Специфическая тактика меркантилистов в сфере экономической политики непосредственно вытекала из их теоретических постулатов. Достижение вожделенного превышения экспорта над импортом требовало поощрения большинства типов экспорта (кроме экспорта продукции машиностроения, который может стимулировать развитие стран — конкурентов в сфере торговли или содействовать перевооружению стран — конкурентов в военной сфере) и ограничения импорта (кроме импорта сырья и экзотических товаров, предназначенных для реэкспорта).

Наряду с товарами иностранцам могут быть проданы транспортные услуги торговых судов и портовые услуги. Необходим мощный военный флот, а также большой торговый флот (при этом торговые суда могут в случае необходимости использоваться в качестве военных). Чтобы иметь возможность много экспортировать и не иметь потребности в значительном импорте, следует много производить и как можно меньше потреблять внутри страны. Рост населения рассматривался в качестве желательного, поскольку в нем видели источник рабочей и военной силы, а также основу для роста совокупного выпуска.

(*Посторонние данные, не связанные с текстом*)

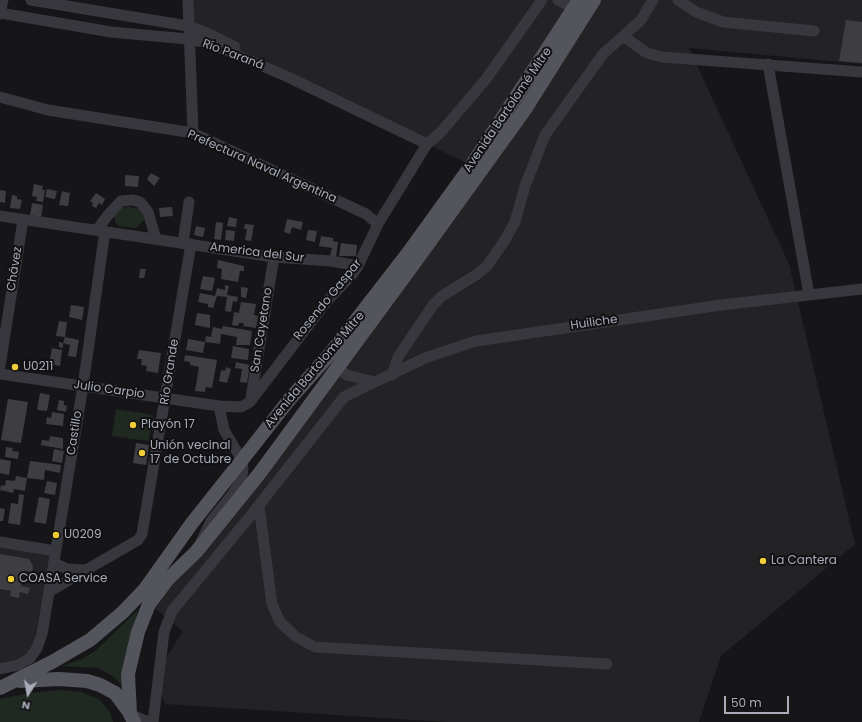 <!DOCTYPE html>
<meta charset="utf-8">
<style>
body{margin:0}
#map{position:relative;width:862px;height:722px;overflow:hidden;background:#161618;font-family:Poppins,sans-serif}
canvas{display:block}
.north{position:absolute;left:8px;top:674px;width:40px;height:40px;-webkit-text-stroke:3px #111113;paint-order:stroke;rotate:191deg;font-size:11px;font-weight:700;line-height:16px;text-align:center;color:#a8abb8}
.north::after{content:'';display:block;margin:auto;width:14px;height:18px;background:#a8abb8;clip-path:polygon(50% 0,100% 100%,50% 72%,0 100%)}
.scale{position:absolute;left:724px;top:696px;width:65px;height:18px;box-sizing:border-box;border:2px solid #a8abb8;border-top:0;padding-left:5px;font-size:12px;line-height:14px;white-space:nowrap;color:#a8abb8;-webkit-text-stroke:3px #111113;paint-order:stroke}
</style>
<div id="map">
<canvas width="862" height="722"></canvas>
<div class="north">N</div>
<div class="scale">50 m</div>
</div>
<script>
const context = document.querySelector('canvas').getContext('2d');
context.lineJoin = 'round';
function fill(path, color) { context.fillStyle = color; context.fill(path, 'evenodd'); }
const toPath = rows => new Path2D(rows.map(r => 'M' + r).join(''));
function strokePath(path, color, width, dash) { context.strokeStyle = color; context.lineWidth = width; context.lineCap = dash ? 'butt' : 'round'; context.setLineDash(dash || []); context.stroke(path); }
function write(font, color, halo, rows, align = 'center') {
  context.font = font + ' Poppins,sans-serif'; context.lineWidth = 4; context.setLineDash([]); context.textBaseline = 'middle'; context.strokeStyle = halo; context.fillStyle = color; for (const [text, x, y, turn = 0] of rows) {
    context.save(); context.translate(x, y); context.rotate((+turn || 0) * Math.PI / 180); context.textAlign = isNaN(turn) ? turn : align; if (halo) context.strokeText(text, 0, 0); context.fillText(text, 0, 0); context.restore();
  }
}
const built = toPath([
 [188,0,862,0,862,64,689,48,789,264,855,544,721,656,699,722,446,722,165,704,154,677,183,631,149,604,196,552,481,170,288,77,188,39],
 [0,542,56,551,37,648,0,669]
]);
const green = toPath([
 [129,207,143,210,145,214,144,220,136,228,119,226,115,222,114,216,118,208],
 [116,409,153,415,149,441,112,436],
 [138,610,123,664,121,685,114,677,98,668,62,666,84,658,95,651],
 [61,690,81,692,99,699,109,711,113,722,0,722,0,699,30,693]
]);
const building = toPath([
 [846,20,862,22,862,63,839,61],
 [151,173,160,178,154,186,147,179],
 [125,175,139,176,138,187,125,186],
 [34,184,43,186,42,190,45,190,43,202,36,201,37,197,32,196],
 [47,189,57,191,55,199,45,197],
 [0,190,6,191,5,203,0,202],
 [62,191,70,193,68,206,59,205],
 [96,193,105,199,102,205,99,203,96,208,92,206,93,203,90,201],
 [12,195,17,196,17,199,22,200,20,209,10,208],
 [32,203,43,205,41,217,30,215],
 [172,207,173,216,160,217,159,208],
 [229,217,237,219,236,227,227,226],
 [287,219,303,222,301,230,292,227,290,234,284,232],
 [216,222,223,223,221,240,214,239],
 [245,224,254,225,251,241,245,240,247,229,244,229],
 [196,226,205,228,203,237,194,235],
 [226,230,235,231,234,241,225,240],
 [308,230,317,231,315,242,306,240],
 [321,236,333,238,333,241,338,242,336,257,330,256,332,248,319,246],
 [341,243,357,245,356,256,339,256],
 [218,260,244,266,244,271,240,271,238,282,221,279,222,269,217,268],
 [140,269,146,269,144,278,139,278],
 [203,276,215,278,212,291,200,289],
 [225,285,229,286,227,295,238,297,237,302,233,301,231,312,225,311,227,297,217,296,213,308,208,307,208,304,198,302,200,293,215,296,217,288,225,290],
 [241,287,248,288,246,298,241,297],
 [241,302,256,304,254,315,258,316,256,328,243,326,244,323,239,323,238,326,232,325,234,312,239,313],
 [71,305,84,307,82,320,69,317],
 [197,313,210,315,210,328,195,325],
 [59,321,67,322,65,337,56,336],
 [223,326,252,331,250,345,236,345,237,337,221,334,220,344,205,342,206,336,211,337,213,327,222,329],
 [65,337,79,340,76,357,68,356,70,345,63,343,63,348,59,347,59,342,63,343],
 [188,339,205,342,203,353,186,350],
 [233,346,249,349,248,360,231,358],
 [52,348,62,350,60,366,49,364],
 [139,350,161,353,158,373,146,371,147,366,141,365,142,359,137,359],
 [185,355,217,360,212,388,206,387,205,392,195,391,199,367,190,365,190,362,184,361],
 [236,362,250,365,247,383,240,382,242,369,235,368],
 [226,367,231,369,227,383,219,381,221,370,225,371],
 [40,393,50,395,47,411,37,410],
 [8,399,28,402,21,443,1,440],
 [59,400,64,401,64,405,67,406,66,412,57,410],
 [52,412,64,414,63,426,46,424,47,417,51,418],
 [50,436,63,438,63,449,41,445,42,440,49,441],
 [136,443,149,445,146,465,133,463],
 [6,447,13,448,12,451,19,452,18,459,5,457],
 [54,449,64,451,62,463,52,461],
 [0,459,11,461,9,475,0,473],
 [30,461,61,465,60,473,45,470,44,480,27,478],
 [16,476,27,478,25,491,14,489,13,493,0,490,1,485,5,486,6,480,15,481],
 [47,481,57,483,55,495,44,493],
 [19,494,24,495,20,525,8,523,11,503,18,504],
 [39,497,50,499,46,524,34,522],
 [0,508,5,509,3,521,0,521],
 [0,554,29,559,33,566,32,572,23,571,21,586,30,588,28,594,20,592,19,598,10,596,11,591,0,589]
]);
const minor = toPath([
 [31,0,188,26,207,33,235,47],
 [188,0,193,133],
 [558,0,574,8],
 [678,0,696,12,723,22,814,31],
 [0,13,111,32,188,39,209,43,288,77,427,144],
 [0,14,3,0],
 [623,36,647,53,662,57,862,72],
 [768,64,809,295],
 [0,97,48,110,193,133,366,214,378,224],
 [0,216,274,257,331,261,358,266],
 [97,230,108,215,121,201,133,200,140,202,148,212,156,239],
 [183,243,189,202],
 [0,366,23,220],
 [336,367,347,375,375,382,425,358,476,341,721,305,862,289],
 [0,374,219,406,241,407,250,402,327,301,351,276,358,266,378,224,427,144,441,132,486,79,542,0],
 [392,375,398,357,433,305,442,296,476,275,487,266,503,243,515,222,525,186,545,135,603,54,641,20,653,0],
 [251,398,274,257],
 [259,506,272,604,280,622,296,637,315,647,607,664],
 [0,542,56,551],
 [201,542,211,521,232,495,241,480,243,469,242,460,224,430,219,406],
 [54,563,67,569,84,570],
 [50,591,138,540,142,534,191,244],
 [0,669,18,665,30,658,37,648,42,634,83,386,105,231],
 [130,714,148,722],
 [153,722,164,632,172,611,252,514,344,397,374,382]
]);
const major = toPath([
 [20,681,59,679,87,681,100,685,115,693,130,713],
 [0,688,52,662,90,640,123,612,145,589,192,523,242,460,289,400,329,355,408,253,473,163,579,0],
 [134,722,130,714,128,674,138,632,149,604,168,579,196,552,259,474,415,262,524,111,594,0]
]);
const markers = [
 [15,367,4,"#efce37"],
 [133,425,4,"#efce37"],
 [142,453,4,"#efce37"],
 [56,535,4,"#efce37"],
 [763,561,4,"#efce37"],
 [11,579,4,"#efce37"]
];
const streetNames = [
 ["Río Paraná",233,55,21],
 ["Avenida Bartolomé Mitre",508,110,-56],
 ["Prefectura Naval Argentina",262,167,24],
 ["America del Sur",257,253,7],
 ["Chávez",15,269,-81],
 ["Rosendo Gaspar",328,300,-51],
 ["Huiliche",594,323,-8],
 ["San Cayetano",262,330,-81],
 ["Avenida Bartolomé Mitre",315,370,-50],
 ["Río Grande",170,372,-81],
 ["Julio Carpio",109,390,8],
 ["Castillo",75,433,-81]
];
const poiNames = [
 ["U0211",23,367],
 ["Playón 17",141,425],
 ["Unión vecinal",150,446],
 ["17 de Octubre",150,460],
 ["U0209",64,535],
 ["La Cantera",771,561],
 ["COASA Service",19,579]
];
fill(built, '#232225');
fill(green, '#202822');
fill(building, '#3e3e42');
strokePath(minor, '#37373d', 11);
strokePath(major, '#53545c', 14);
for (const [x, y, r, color] of markers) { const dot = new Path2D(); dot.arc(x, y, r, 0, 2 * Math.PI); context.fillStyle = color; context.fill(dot); strokePath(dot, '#111113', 1.5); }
write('12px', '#a8abb8', '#111113', streetNames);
write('12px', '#a8abb8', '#111113', poiNames, 'left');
</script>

По всеобщему мнению, заработная плата должна была удерживаться на низком уровне с целью минимизации издержек производства, избежания чрезмерного потребления и стимулирования интенсивного труда. Процентная ставка также должна быть низкой для обеспечения минимизации издержек производства и издержек хранения запасов; низкие процентные ставки ассоциировались с большими денежными запасами и высокими сбережениями, хотя некоторые авторы выступали за законодательную фиксацию верхнего предела процентной ставки. Земля должна использоваться полностью и эффективно; минеральные ресурсы подлежат разработке; зоны рыболовства должны быть защищены.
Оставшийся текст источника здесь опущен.